> [PROBLEM DESCRIPTION]
For this exercise, please find the lines in the entries that include the word "Keep" and copy them.
%%
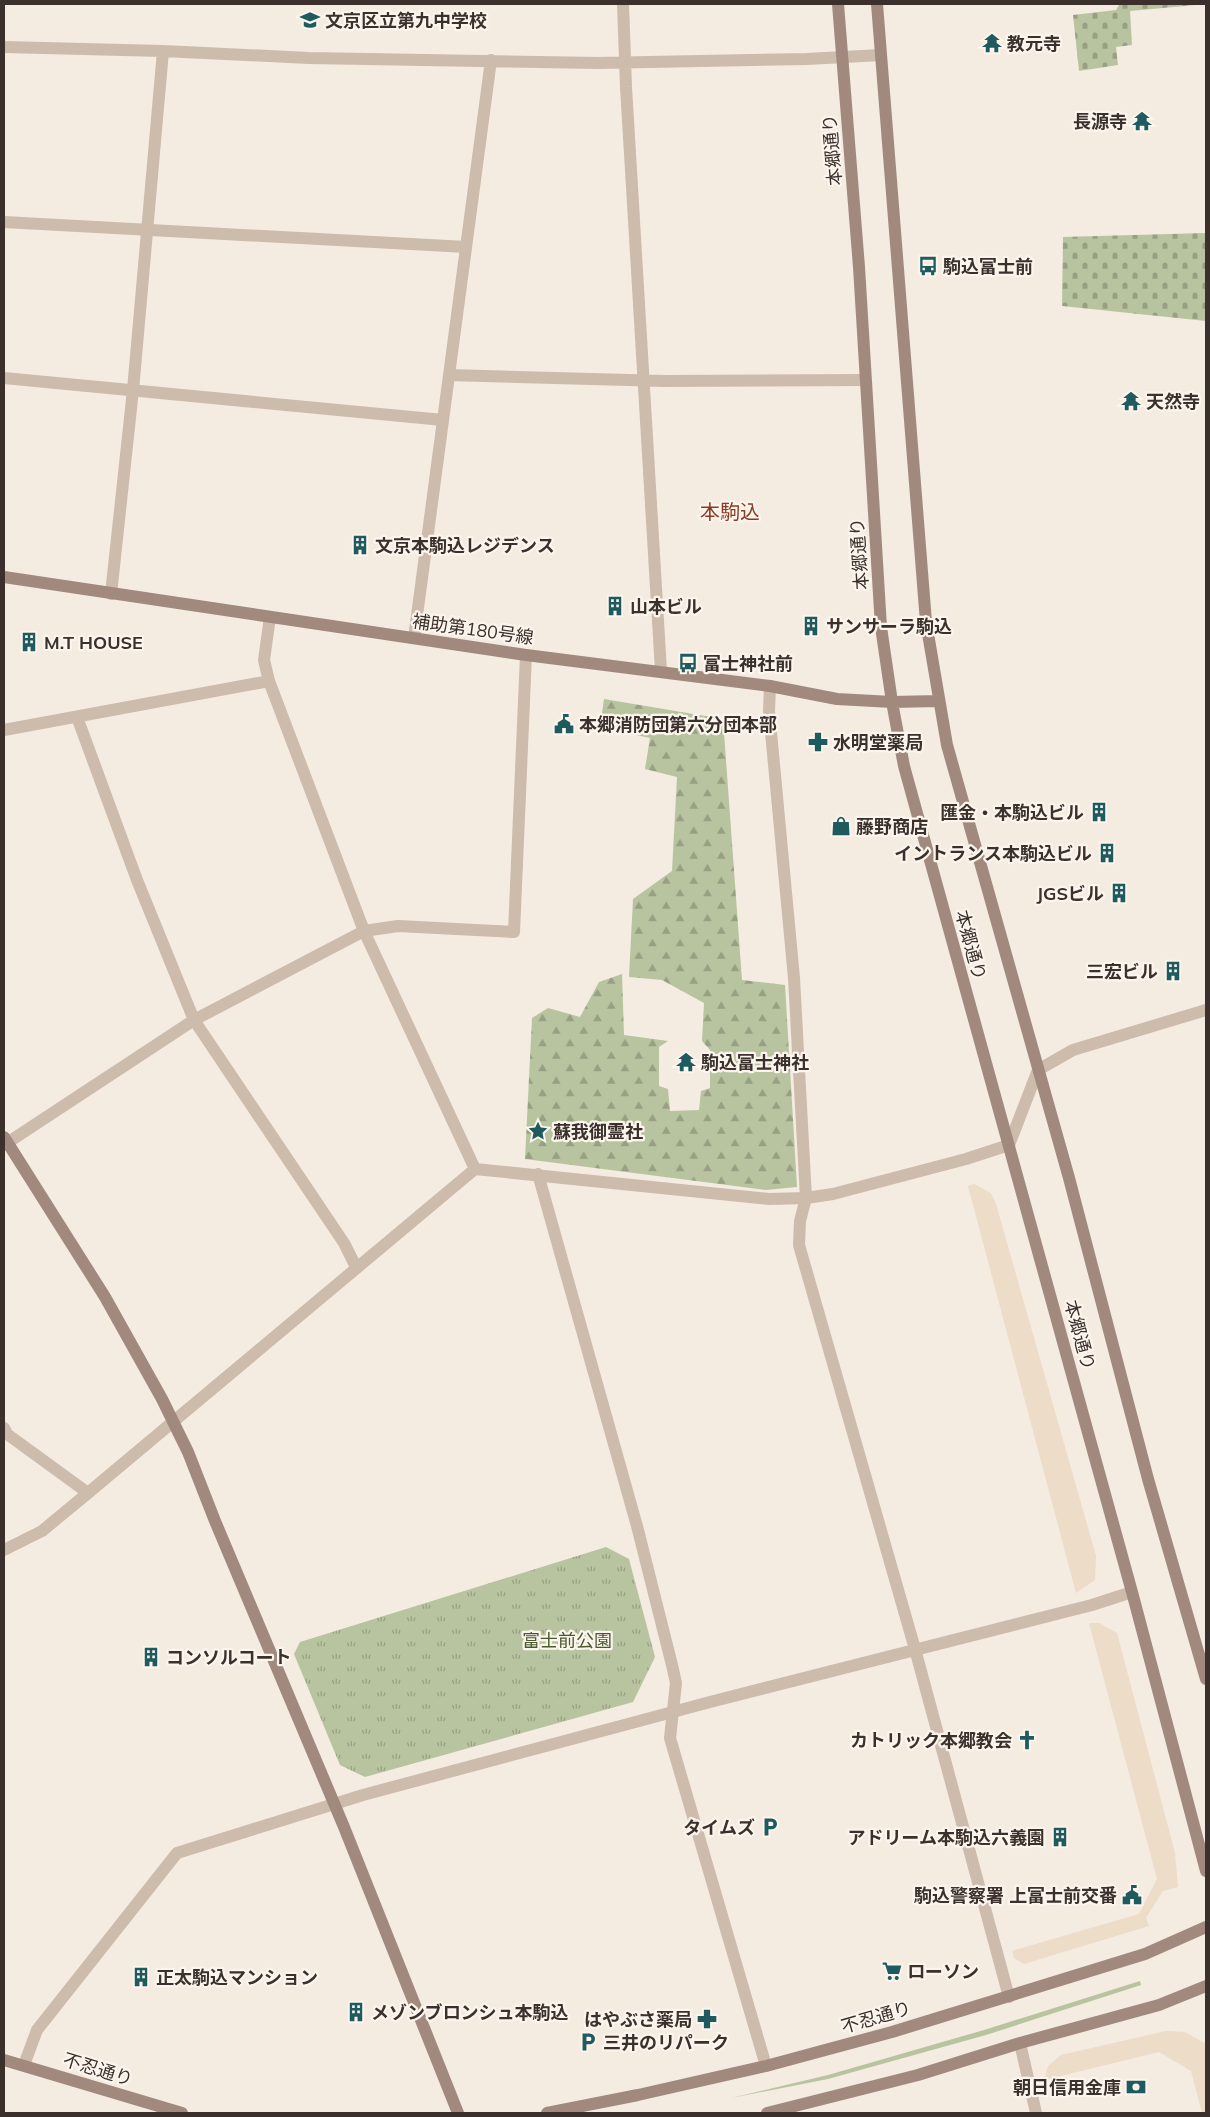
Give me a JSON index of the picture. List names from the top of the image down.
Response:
{
  "streets": {
    "main road": ["本郷通り", "補助第180号線", "不忍通り"]
  },
  "crossings": [
    ["本郷通り", "補助第180号線"]
  ],
  "districts": ["本駒込"],
  "parks": ["富士前公園"],
  "places": {
    "school or university": ["文京区立第九中学校"],
    "temple": [
      "教元寺",
      "長源寺",
      "天然寺",
      "駒込富士神社"
    ],
    "bus stop": ["駒込富士前", "富士神社前"],
    "building": [
      "文京本駒込レジデンス",
      "山本ビル",
      "サンサーラ駒込",
      "M.T HOUSE",
      "匯金・本駒込ビル",
      "イントランス本駒込ビル",
      "JGSビル",
      "三宏ビル",
      "コンソルコート",
      "アドリーム本駒込六義園",
      "正太駒込マンション",
      "メゾンブロンシュ本駒込"
    ],
    "public building": ["本郷消防団第六分団本部", "駒込警察署 上富士前交番"],
    "pharmacy": ["水明堂薬局", "はやぶさ薬局"],
    "shop": ["藤野商店"],
    "place": ["蘇我御霊社"],
    "church": ["カトリック本郷教会"],
    "parking": ["タイムズ", "三井のリパーク"],
    "supermarket": ["ローソン"],
    "bank": ["朝日信用金庫"]
  }
}
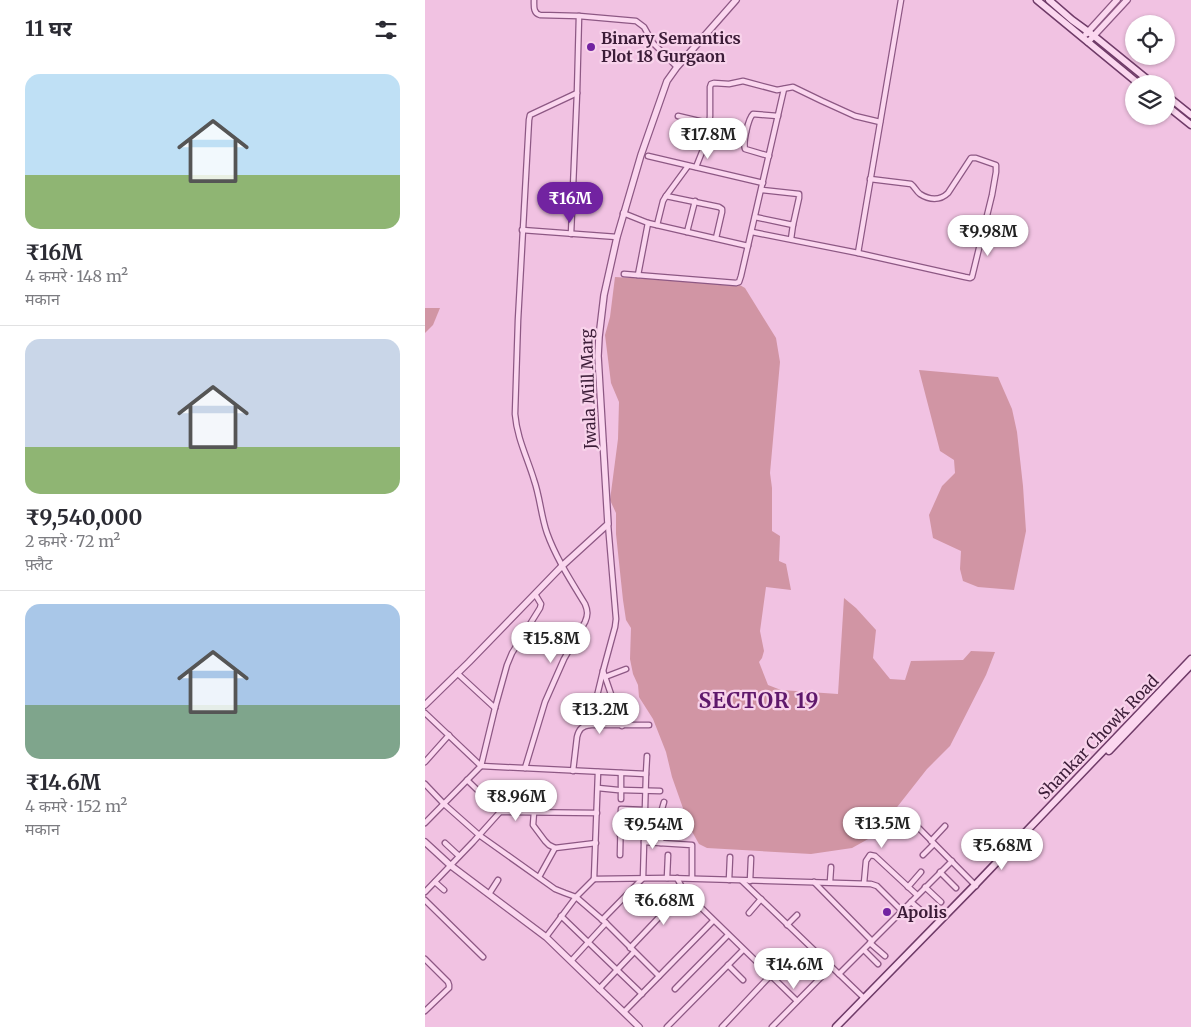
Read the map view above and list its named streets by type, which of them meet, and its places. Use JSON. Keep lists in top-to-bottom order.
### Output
{
  "streets": {
    "main road": ["Shankar Chowk Road"],
    "street": ["Jwala Mill Marg"]
  },
  "districts": ["SECTOR 19"],
  "places": ["Binary Semantics Plot 18 Gurgaon", "Apolis"],
  "page": {
    "heading": "11 घर",
    "list": [
      {
        "name": "₹16M",
        "note": "4 कमरे · 148 m² · मकान"
      },
      {
        "name": "₹9,540,000",
        "note": "2 कमरे · 72 m² · फ़्लैट"
      },
      {
        "name": "₹14.6M",
        "note": "4 कमरे · 152 m² · मकान"
      }
    ],
    "price": [
      "₹17.8M",
      "₹16M",
      "₹9.98M",
      "₹15.8M",
      "₹13.2M",
      "₹8.96M",
      "₹13.5M",
      "₹9.54M",
      "₹5.68M",
      "₹6.68M",
      "₹14.6M"
    ]
  }
}
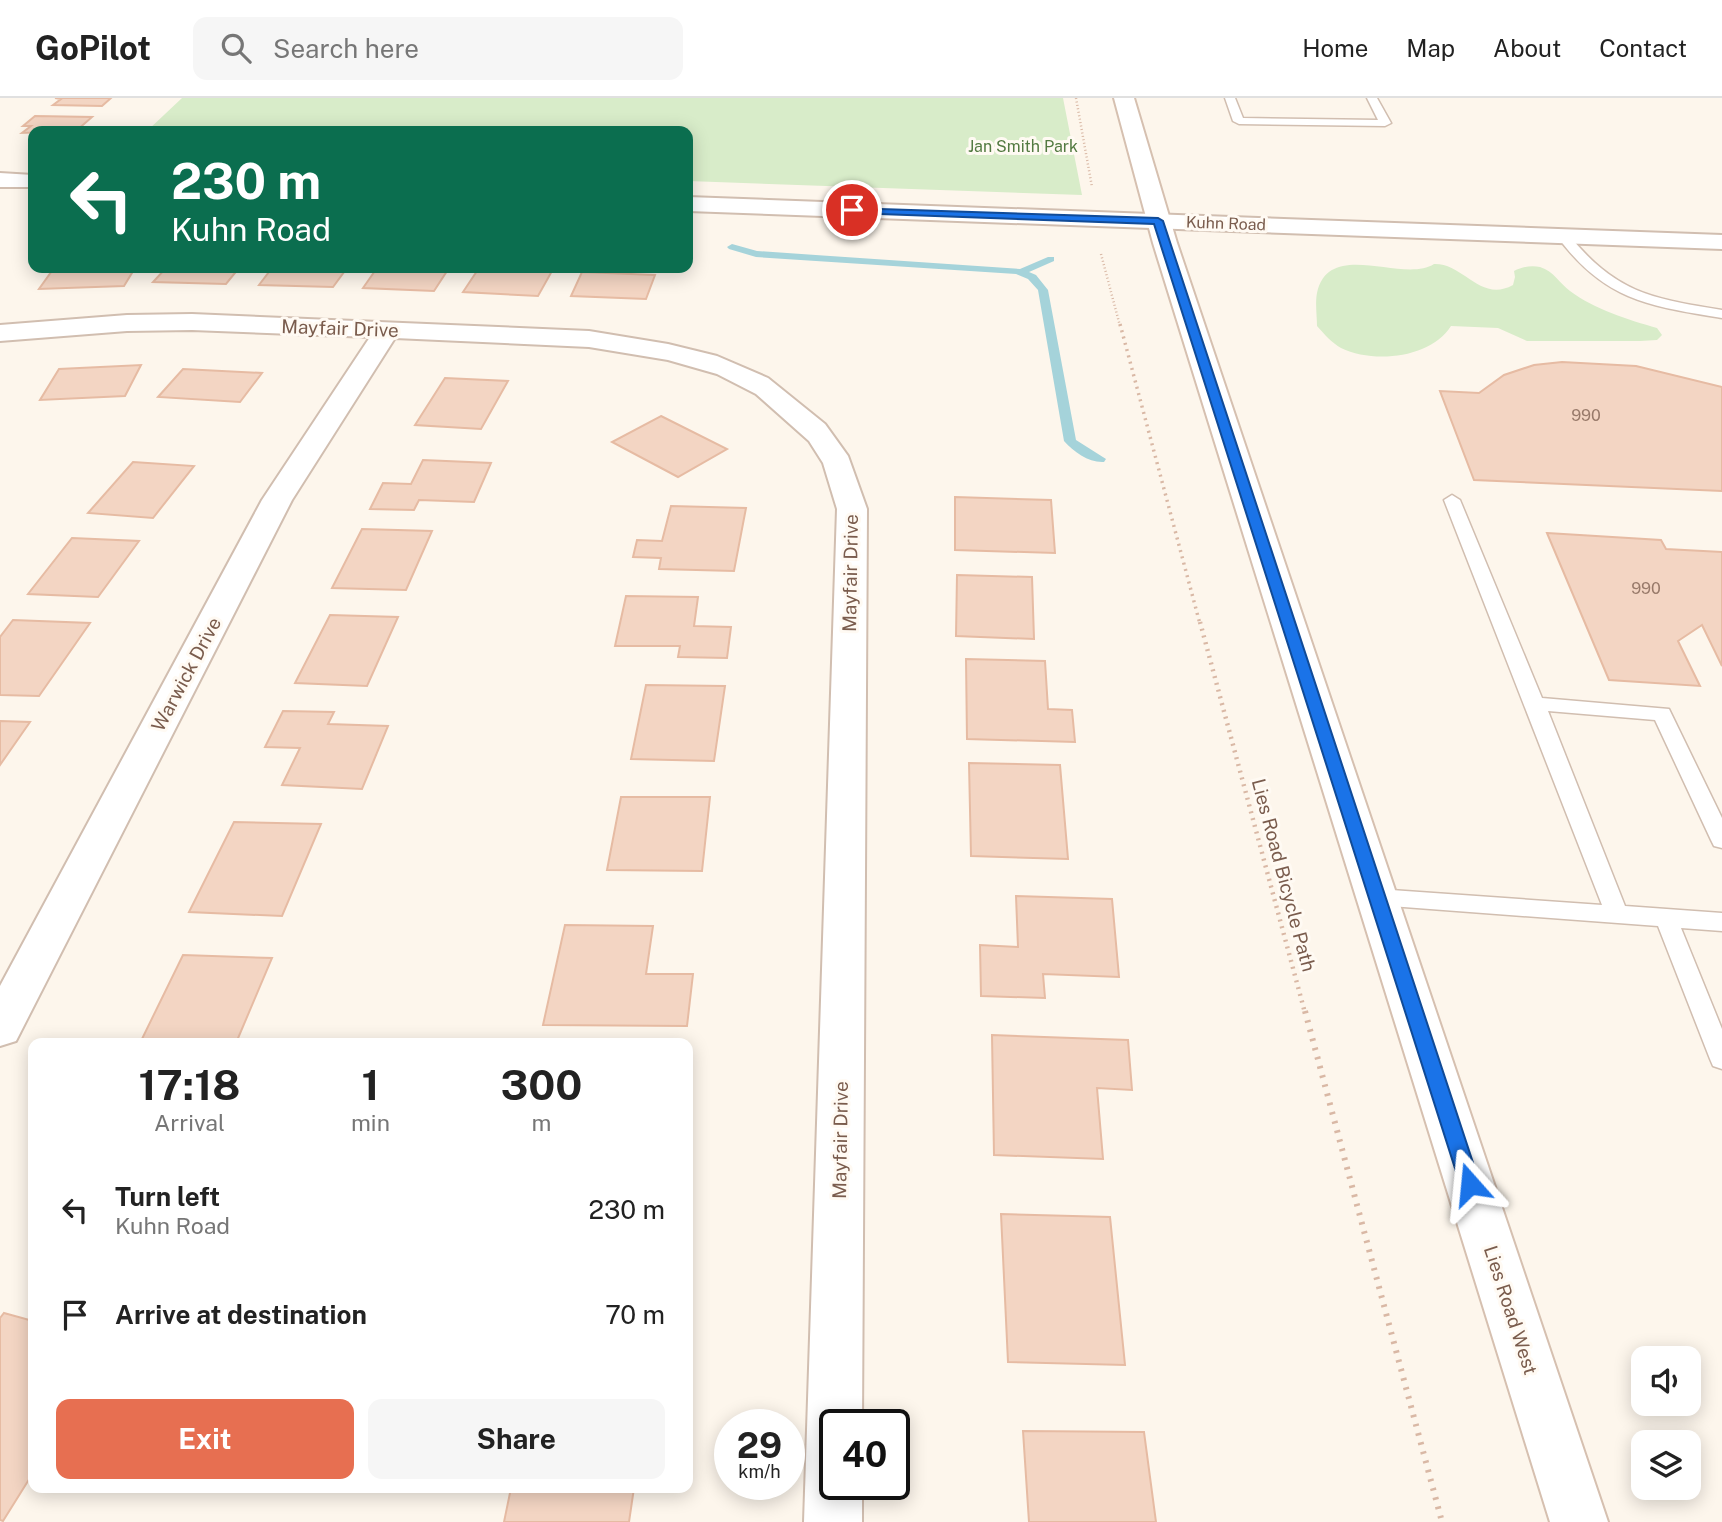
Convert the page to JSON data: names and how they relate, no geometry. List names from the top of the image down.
{
  "streets": {
    "street": [
      "Kuhn Road",
      "Mayfair Drive",
      "Warwick Drive",
      "Lies Road West"
    ],
    "path": ["Lies Road Bicycle Path"]
  },
  "crossings": [
    ["Kuhn Road", "Lies Road West"],
    ["Mayfair Drive", "Warwick Drive"]
  ],
  "parks": ["Jan Smith Park"],
  "house_numbers": ["990", "990"],
  "page": {
    "header": "GoPilot",
    "search": "Search here",
    "nav": [
      "Home",
      "Map",
      "About",
      "Contact"
    ],
    "turn": ["230 m", "Kuhn Road"],
    "eta": [
      "17:18",
      "Arrival",
      "1",
      "min",
      "300",
      "m"
    ],
    "list": [
      {
        "name": "Turn left",
        "note": "Kuhn Road",
        "value": "230 m"
      },
      {
        "name": "Arrive at destination",
        "value": "70 m"
      }
    ],
    "buttons": ["Exit", "Share"],
    "speed": "29 km/h",
    "limit": "40"
  }
}
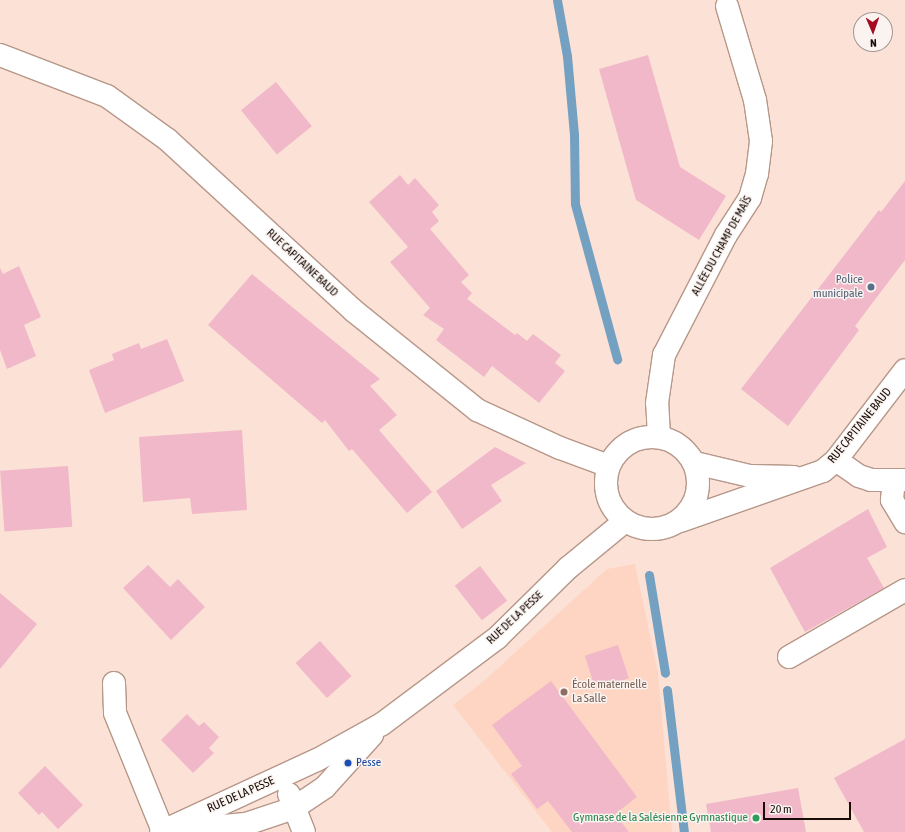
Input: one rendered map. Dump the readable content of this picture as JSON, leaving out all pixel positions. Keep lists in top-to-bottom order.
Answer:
%%
> [ANSWER]
Read the map view above and list its named streets by type, which of them meet, and its places. Use JSON. Keep lists in top-to-bottom order.
Input: one rendered map. Dump the readable content of this picture as JSON, leaving out all pixel positions. Keep lists in top-to-bottom order.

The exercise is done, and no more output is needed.